(Items listed in a dataset)

********

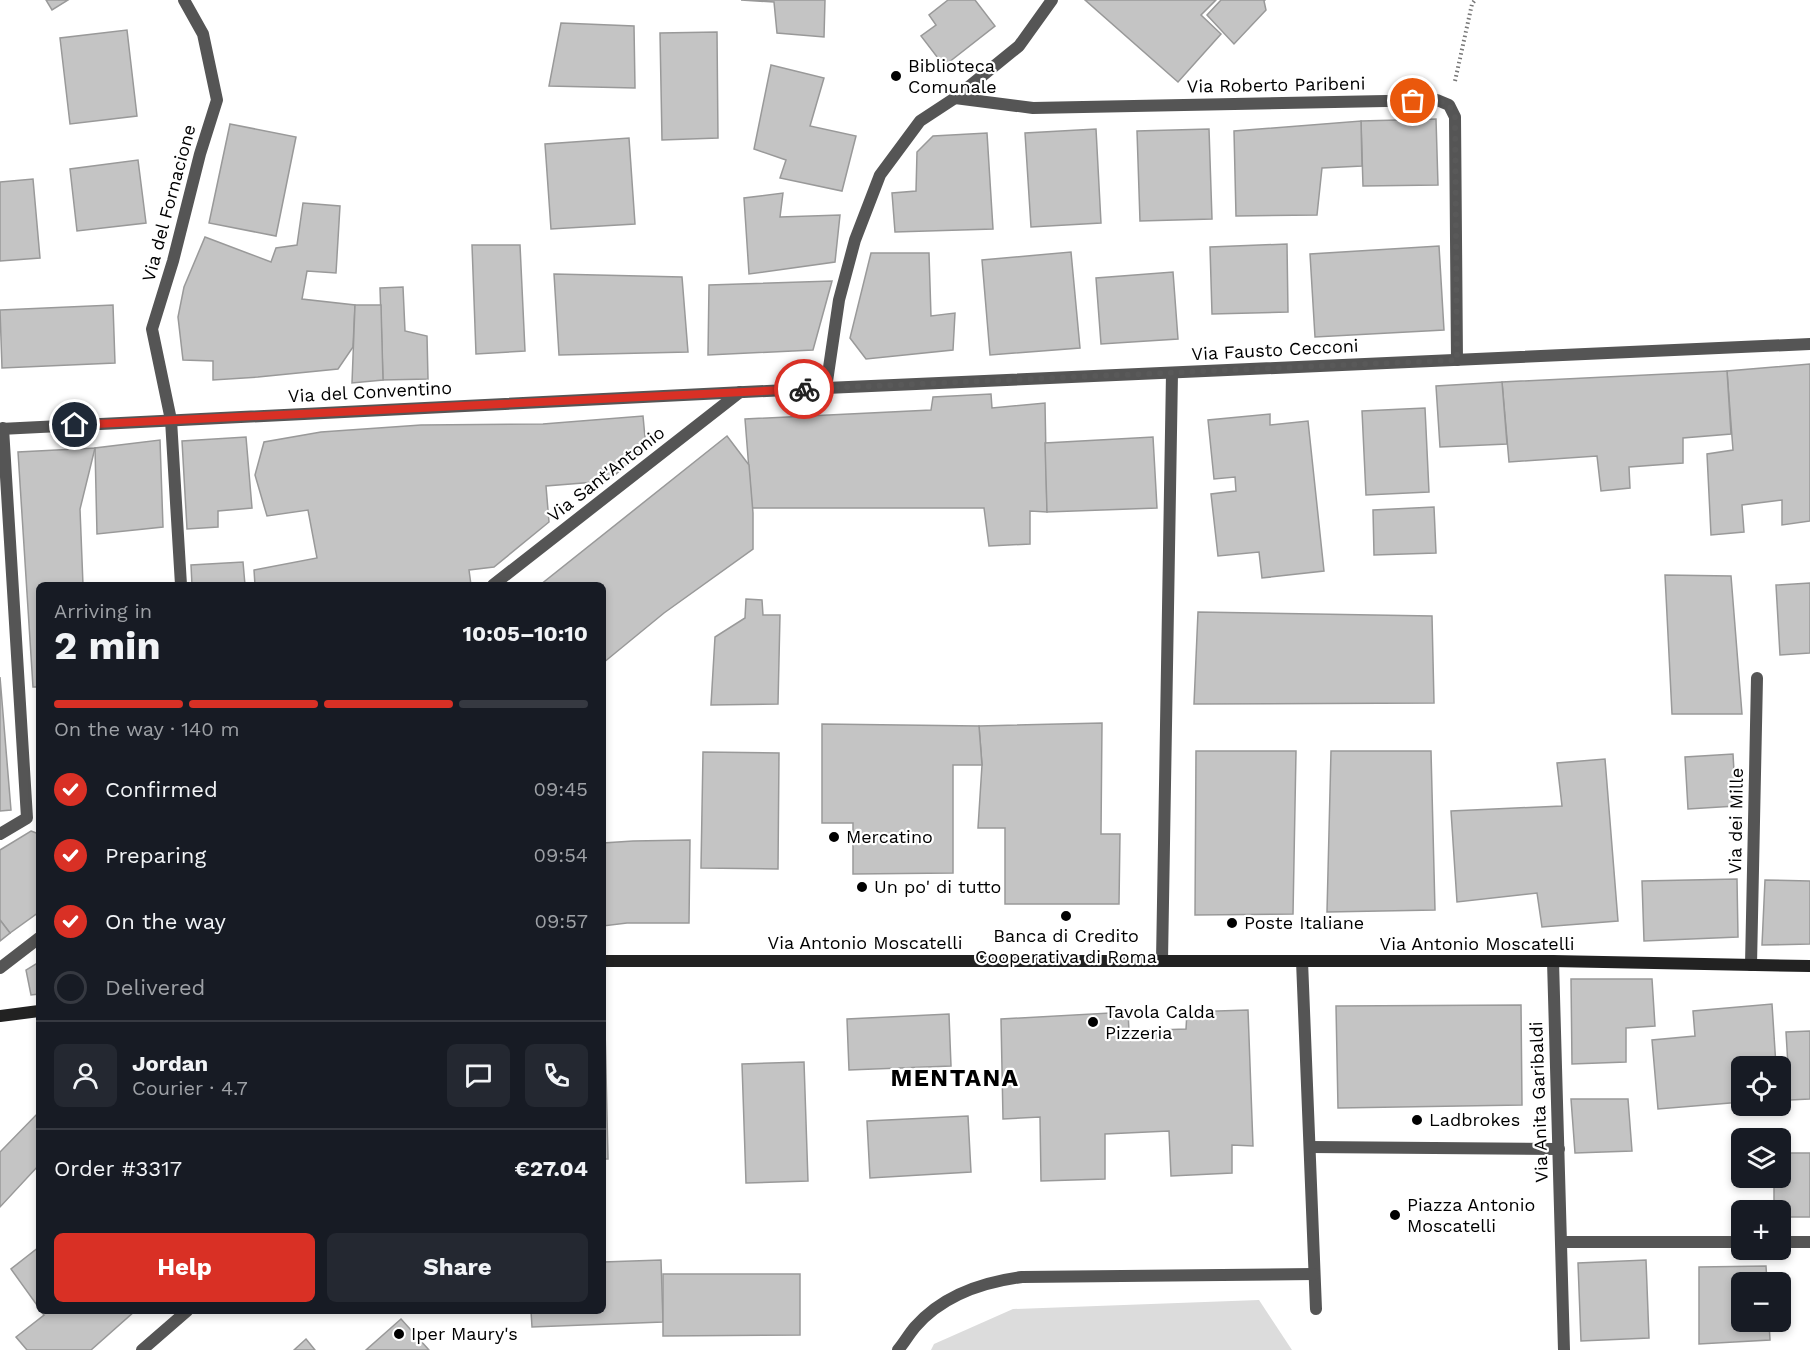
<!DOCTYPE html>
<meta charset="utf-8">
<style>
body{margin:0;font-family:"Work Sans",sans-serif;background:#242831;color:#f1f3f6;height:100vh;display:flex;flex-direction:column;font-size:22px;white-space:nowrap}
*{box-sizing:border-box;margin:0}
p{font-size:20px;color:#9ea1a6}
.icon{flex:none;width:33px;height:33px;fill:none;stroke:currentColor;stroke-width:2;stroke-linecap:round;stroke-linejoin:round}
.map{position:relative;flex:1;overflow:hidden}
.details{position:absolute;left:36px;top:582px;width:570px;height:732px;display:flex;flex-direction:column;background:#171b24;border-radius:9px;box-shadow:0 3px 9px #0003}
.details>*{flex:none}
.buttons{position:absolute;left:1731px;top:1056px;display:grid;gap:12px}
.buttons a{display:grid;place-items:center;width:60px;height:60px;border-radius:9px;background:#171b24;box-shadow:0 3px 9px #0003;font-size:30px}
.pin{position:absolute;display:grid;place-items:center;width:51px;height:51px;color:#fff;margin:-26px;border:3px solid #fff;border-radius:50%;box-shadow:0 2px 6px #0007}
.courier{position:absolute;display:grid;place-items:center;width:60px;height:60px;margin:-30px;border:4px solid #d93025;border-radius:50%;background:#fff;color:#222;box-shadow:0 2px 8px #0007}
.summary em{font-style:normal;font-weight:700}
.summary div{display:flex;flex-direction:column-reverse}
.summary{display:flex;align-items:center;justify-content:space-between;height:102px;padding:0 18px}
h1{font-size:39px;font-weight:700;line-height:45px}
.bar{display:grid;grid-template-columns:repeat(4,1fr);gap:9px 6px;align-content:center;height:72px;padding:0 18px}
.bar i{height:8px;border-radius:4px;background:#363941}
.bar .current{background:#d93025}
.bar p{grid-column:span 4}
.line{display:flex;align-items:center;gap:15px;padding:0 18px;border-top:2px solid #363941}
.line div{flex:1}
.round{display:grid;place-items:center;flex:none;width:63px;height:63px;border-radius:9px;background:#242831}
ol{padding:0 18px;list-style:none}
li{display:flex;align-items:center;gap:18px;height:66px}
li p{margin-inline-start:auto}
li .icon{padding:6px;border-radius:50%;background:#d93025;color:#fff;stroke-width:4}
li:last-child{color:#9ea1a6}
li i{width:33px;height:33px;border:3px solid #363941;border-radius:50%}
.primary-button{display:flex;gap:12px;margin-top:auto;padding:12px 18px}
.primary-button a{flex:1;height:69px;border-radius:9px;background:#d93025;color:#fff;font-size:24px;font-weight:700;line-height:69px;text-align:center}
.primary-button a+a{background:#242831;color:#f1f3f6}
.map>svg:first-child{display:block}
.green{fill:#dcdcdc}
.building{fill:#c4c4c4;stroke:#999;stroke-width:1.5}
.lines{fill:none;stroke-linecap:round;stroke-linejoin:round}
.path{stroke:#777;stroke-width:4;stroke-dasharray:1.5 3;stroke-linecap:butt}
.street{stroke:#555;stroke-width:12}
.secondary{stroke:#222;stroke-width:12}
.done{stroke:#595959;stroke-width:6;stroke-dasharray:0 10.8}
.route{stroke:#d93025;stroke-width:8}
.poi-dot{fill:#000;stroke:#fff;stroke-width:2}
.labels{text-anchor:middle;stroke-width:4.5;stroke-linejoin:round;paint-order:stroke}
.poi-label{font-size:18px;fill:#000;stroke:#fff;text-anchor:start}
.street-label{font-size:18px;fill:#000;stroke:#fff}
.district-label{font-size:24px;font-weight:bold;letter-spacing:1.5px;fill:#000;stroke:#fff}
</style>
<div class="map">
<svg width="1810" height="1350" viewBox="0 0 1810 1350">
<rect width="100%" height="100%" fill="#fff"/>
<polygon class="green" points="1259,1300 1292,1350 931,1350 934,1344 1013,1309"/>
<g class="building">
<polygon points="46,0 68,0 52,10"/>
<polygon points="741,0 825,0 824,37 777,33 774,2"/>
<polygon points="948,0 975,0 995,26 944,66 921,36 936,25 929,15"/>
<polygon points="1085,0 1216,0 1201,15 1221,34 1178,82"/>
<polygon points="1221,0 1265,0 1264,1 1266,10 1234,44 1207,15"/>
<polygon points="561,23 634,26 635,88 549,86"/>
<polygon points="127,30 137,116 70,124 60,38"/>
<polygon points="717,32 718,138 662,140 660,33"/>
<polygon points="771,65 824,78 810,126 856,136 842,191 780,178 786,160 754,149"/>
<polygon points="1436,119 1438,185 1363,186 1361,121"/>
<polygon points="1361,121 1362,166 1322,168 1317,215 1236,216 1234,131"/>
<polygon points="230,124 296,137 276,236 209,223"/>
<polygon points="1096,129 1101,223 1031,227 1025,133"/>
<polygon points="1209,129 1212,219 1140,221 1137,131"/>
<polygon points="987,133 993,229 895,232 892,193 916,191 917,152 933,136"/>
<polygon points="629,138 635,224 551,229 545,144"/>
<polygon points="138,160 146,223 77,231 70,169"/>
<polygon points="33,179 40,258 0,261 0,182"/>
<polygon points="783,193 780,217 840,215 835,262 749,274 744,198"/>
<polygon points="303,203 340,206 336,273 307,271 302,299 355,305 353,347 338,369 258,377 213,380 213,361 183,360 178,317 184,287 205,237 271,262 276,248 297,245"/>
<polygon points="1287,244 1288,312 1212,314 1210,247"/>
<polygon points="472,245 520,245 525,351 476,354"/>
<polygon points="1439,246 1444,330 1315,337 1310,254"/>
<polygon points="1071,252 1080,348 990,355 982,260"/>
<polygon points="871,253 929,253 931,316 955,313 953,350 866,359 850,338"/>
<polygon points="1173,272 1178,339 1101,344 1096,278"/>
<polygon points="554,274 682,277 688,352 559,355"/>
<polygon points="832,281 813,350 708,355 709,285"/>
<polygon points="403,287 405,331 427,336 428,379 383,380 380,288"/>
<polygon points="113,305 115,363 2,368 0,310"/>
<polygon points="355,305 381,305 383,380 352,383"/>
<polygon points="1810,364 1810,521 1782,525 1782,500 1742,505 1744,532 1711,535 1707,454 1733,450 1727,371"/>
<polygon points="1727,371 1731,434 1683,438 1683,463 1629,467 1630,488 1601,491 1597,456 1509,462 1502,382"/>
<polygon points="1502,382 1507,444 1440,447 1436,386"/>
<polygon points="991,394 992,408 1045,403 1047,512 1030,511 1030,544 989,546 984,508 752,508 745,419 931,410 933,397"/>
<polygon points="1425,408 1429,492 1366,495 1362,411"/>
<polygon points="1270,414 1270,425 1308,421 1324,571 1262,578 1259,552 1218,556 1211,494 1236,491 1235,477 1214,479 1208,420"/>
<polygon points="643,416 646,448 608,481 546,486 549,522 494,567 469,570 471,585 255,585 254,570 317,558 308,510 267,516 255,475 264,442 321,432 421,425 543,424"/>
<polygon points="727,436 749,465 753,513 753,549 664,613 603,663 603,585 540,585"/>
<polygon points="246,437 252,508 218,511 218,527 187,529 182,441"/>
<polygon points="1153,437 1157,508 1047,512 1045,443"/>
<polygon points="160,440 163,527 97,534 95,448"/>
<polygon points="95,448 80,509 83,585 39,585 39,687 33,687 18,452"/>
<polygon points="1434,507 1436,553 1374,555 1373,510"/>
<polygon points="243,562 245,585 192,585 191,565"/>
<polygon points="1665,575 1731,576 1742,714 1672,714"/>
<polygon points="1810,583 1810,653 1780,655 1776,585"/>
<polygon points="746,599 762,600 763,615 780,615 778,704 711,705 715,637 745,618"/>
<polygon points="1198,612 1432,616 1434,703 1194,704"/>
<polygon points="0,677 11,810 0,811"/>
<polygon points="1102,723 1101,834 1120,834 1119,904 1005,904 1005,828 978,828 982,765 979,726"/>
<polygon points="822,724 979,726 982,765 953,765 953,873 853,874 853,823 822,823"/>
<polygon points="1196,751 1296,751 1293,914 1195,915"/>
<polygon points="1331,751 1431,751 1435,910 1327,912"/>
<polygon points="703,752 779,753 778,869 701,868"/>
<polygon points="1733,754 1736,806 1688,809 1685,757"/>
<polygon points="1605,759 1618,921 1542,927 1537,893 1457,902 1451,811 1562,806 1557,763"/>
<polygon points="31,831 39,834 39,912 10,933 0,920 0,850"/>
<polygon points="690,840 689,923 627,923 603,926 603,843 633,841"/>
<polygon points="1737,879 1738,937 1644,941 1642,881"/>
<polygon points="1765,880 1810,881 1810,944 1762,945"/>
<polygon points="0,920 10,933 0,941"/>
<polygon points="39,962 39,994 31,995 26,970"/>
<polygon points="1571,979 1652,979 1655,1026 1626,1028 1626,1062 1572,1064"/>
<polygon points="1772,1004 1776,1066 1742,1066 1742,1102 1658,1109 1652,1040 1695,1036 1693,1011"/>
<polygon points="1521,1005 1522,1105 1338,1108 1336,1006"/>
<polygon points="1248,1010 1253,1146 1232,1145 1232,1173 1171,1176 1169,1131 1105,1134 1105,1179 1041,1181 1040,1117 1003,1119 1001,1019 1128,1012 1129,1031 1186,1029 1187,1012"/>
<polygon points="949,1014 951,1066 849,1070 847,1019"/>
<polygon points="603,1028 605,1028 608,1159 603,1159"/>
<polygon points="1810,1031 1810,1099 1790,1100 1786,1032"/>
<polygon points="804,1062 808,1181 746,1183 742,1064"/>
<polygon points="1571,1099 1628,1099 1632,1151 1575,1153"/>
<polygon points="39,1112 39,1165 0,1207 0,1152"/>
<polygon points="968,1116 971,1172 870,1178 867,1121"/>
<polygon points="1780,1153 1810,1153 1810,1217 1780,1217 1780,1210 1774,1210 1774,1178 1780,1178"/>
<polygon points="39,1247 39,1308 11,1269"/>
<polygon points="661,1260 663,1322 532,1327 531,1311 603,1311 603,1262"/>
<polygon points="1646,1260 1649,1338 1581,1341 1578,1263"/>
<polygon points="1766,1266 1767,1282 1742,1282 1742,1322 1769,1322 1770,1340 1699,1344 1699,1267"/>
<polygon points="663,1274 800,1274 800,1335 663,1336"/>
<polygon points="41,1311 135,1311 91,1350 27,1350 16,1337 44,1315"/>
<polygon points="401,1319 429,1350 366,1350"/>
<polygon points="306,1339 315,1350 294,1350"/>
</g>
<g class="lines">
<polyline class="path" points="1455,81 1472,4 1475,0"/>
<g class="street">
<polyline points="955,98 1033,108 1437,100 1449,105 1455,117 1457,360"/>
<polyline points="826,388 839,300 855,240 880,175 920,121 955,98 1019,46 1052,0"/>
<polyline points="0,429 826,388 1810,344"/>
<polyline points="181,585 171,420 152,329 173,261 200,154 217,100 203,34 184,0"/>
<polyline points="493,585 740,392"/>
<polyline points="0,834 27,818 3,428"/>
<polyline points="1162,961 1172,373"/>
<polyline points="1302,961 1316,1309"/>
<polyline points="1553,961 1564,1350"/>
<polyline points="1751,965 1757,678"/>
<polyline points="0,968 39,938"/>
<polyline points="1310,1147 1559,1149"/>
<polyline points="1561,1242 1742,1242"/>
<polyline points="1780,1242 1810,1242"/>
<polyline points="142,1350 187,1311"/>
<path d="M898,1350C904,1343 909,1334 915,1327C942,1296 983,1282 1022,1277L1314,1274"/>
</g>
<g class="secondary">
<polyline points="603,961 1553,961 1810,966"/>
<polyline points="0,1016 39,1011"/>
</g>
</g>
<g class="lines">
<polyline class="done" points="804,389 1457,360 1455,117 1449,105 1437,100 1413,101"/>
<polyline class="route" points="75,425 804,389"/>
</g>
<g class="poi-dot">
<circle cx="896" cy="76" r="6"/>
<circle cx="834" cy="837" r="6"/>
<circle cx="862" cy="887" r="6"/>
<circle cx="1066" cy="916" r="6"/>
<circle cx="1232" cy="923" r="6"/>
<circle cx="1093" cy="1022" r="6"/>
<circle cx="1417" cy="1120" r="6"/>
<circle cx="1395" cy="1215" r="6"/>
<circle cx="399" cy="1334" r="6"/>
</g>
<g class="labels">
<g class="poi-label">
<text x="908" y="72">Biblioteca<tspan x="908" dy="21">Comunale</tspan></text>
<text x="846" y="843">Mercatino</text>
<text x="874" y="893">Un po' di tutto</text>
<text x="1244" y="929">Poste Italiane</text>
<text x="1066" y="942" text-anchor="middle">Banca di Credito<tspan x="1066" dy="21">Cooperativa di Roma</tspan></text>
<text x="1105" y="1018">Tavola Calda<tspan x="1105" dy="21">Pizzeria</tspan></text>
<text x="1429" y="1126">Ladbrokes</text>
<text x="1407" y="1211">Piazza Antonio<tspan x="1407" dy="21">Moscatelli</tspan></text>
<text x="411" y="1340">Iper Maury's</text>
</g>
<g class="street-label">
<text transform="translate(1276 85) rotate(-1)" y="6">Via Roberto Paribeni</text>
<text transform="translate(169 203) rotate(-75)" y="6">Via del Fornacione</text>
<text transform="translate(1275 350) rotate(-3)" y="6">Via Fausto Cecconi</text>
<text transform="translate(370 392) rotate(-3)" y="6">Via del Conventino</text>
<text transform="translate(606 474) rotate(-38)" y="6">Via Sant'Antonio</text>
<text transform="translate(1736 821) rotate(-89)" y="6">Via dei Mille</text>
<text x="865" y="949">Via Antonio Moscatelli</text>
<text x="1477" y="950">Via Antonio Moscatelli</text>
<text transform="translate(1539 1102) rotate(-92)" y="6">Via Anita Garibaldi</text>
</g>
<g class="district-label">
<text x="955" y="1086">MENTANA</text>
</g>
</g>
</svg>
<div class="buttons">
<a><svg class="icon" aria-label="locate" viewBox="0 0 24 24"><circle cx="12" cy="12" r="6"/><path d="M12 2v4M12 18v4M2 12h4M18 12h4"/></svg></a>
<a><svg class="icon" aria-label="layers" viewBox="0 0 24 24"><path d="M12 4l9 5-9 5-9-5zM3 14l9 5 9-5"/></svg></a>
<a>+</a>
<a>−</a>
</div>
<div class="pin" style="left:1413px;top:101px;background:#ea580c"><svg class="icon" aria-label="bag" viewBox="0 0 24 24"><path d="M5 8h14l-1 12H6zM9 8a3 3 0 0 1 6 0"/></svg></div>
<div class="pin" style="left:75px;top:425px;background:#1f2937"><svg class="icon" aria-label="home" viewBox="0 0 24 24"><path d="M3 11l9-7 9 7M6 9v11h12V9"/></svg></div>
<div class="courier" style="left:804px;top:389px"><svg class="icon" aria-label="bike" viewBox="0 0 24 24"><circle cx="6" cy="16" r="4"/><circle cx="18" cy="16" r="4"/><path d="M6 16l4-8h5l3 8M10 8l3 8H6M13 5h3"/></svg></div>
<section class="details">
<div class="summary"><div><h1>2 min</h1><p>Arriving in</p></div><em>10:05–10:10</em></div>
<div class="bar"><i class="current"></i><i class="current"></i><i class="current"></i><i></i><p>On the way · 140 m</p></div>
<ol>
<li><svg class="icon" aria-label="check" viewBox="0 0 24 24"><path d="M5 12l5 5 9-10"/></svg>Confirmed<p>09:45</p></li>
<li><svg class="icon" aria-label="check" viewBox="0 0 24 24"><path d="M5 12l5 5 9-10"/></svg>Preparing<p>09:54</p></li>
<li><svg class="icon" aria-label="check" viewBox="0 0 24 24"><path d="M5 12l5 5 9-10"/></svg>On the way<p>09:57</p></li>
<li><i></i>Delivered</li>
</ol>
<div class="line" style="height:108px"><a class="round"><svg class="icon" aria-label="person" viewBox="0 0 24 24"><circle cx="12" cy="8" r="4"/><path d="M4 21q1-7 8-7t8 7"/></svg></a><div><b>Jordan</b><p>Courier · 4.7</p></div><a class="round"><svg class="icon" aria-label="chat" viewBox="0 0 24 24"><path d="M4 5h16v11H9l-5 4z"/></svg></a><a class="round"><svg class="icon" aria-label="phone" viewBox="0 0 24 24"><path d="M5 4h4l2 5-3 2q2 4 5 5l2-3 5 2v4C11 20 4 13 5 4z"/></svg></a></div>
<div class="line" style="height:78px"><div>Order #3317</div><b>€27.04</b></div>
<div class="primary-button"><a>Help</a><a>Share</a></div>
</section>
</div>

********

## Task description
Filter the records above and return every line that holds the word "labels".

## Your response
.labels{text-anchor:middle;stroke-width:4.5;stroke-linejoin:round;paint-order:stroke}
<g class="labels">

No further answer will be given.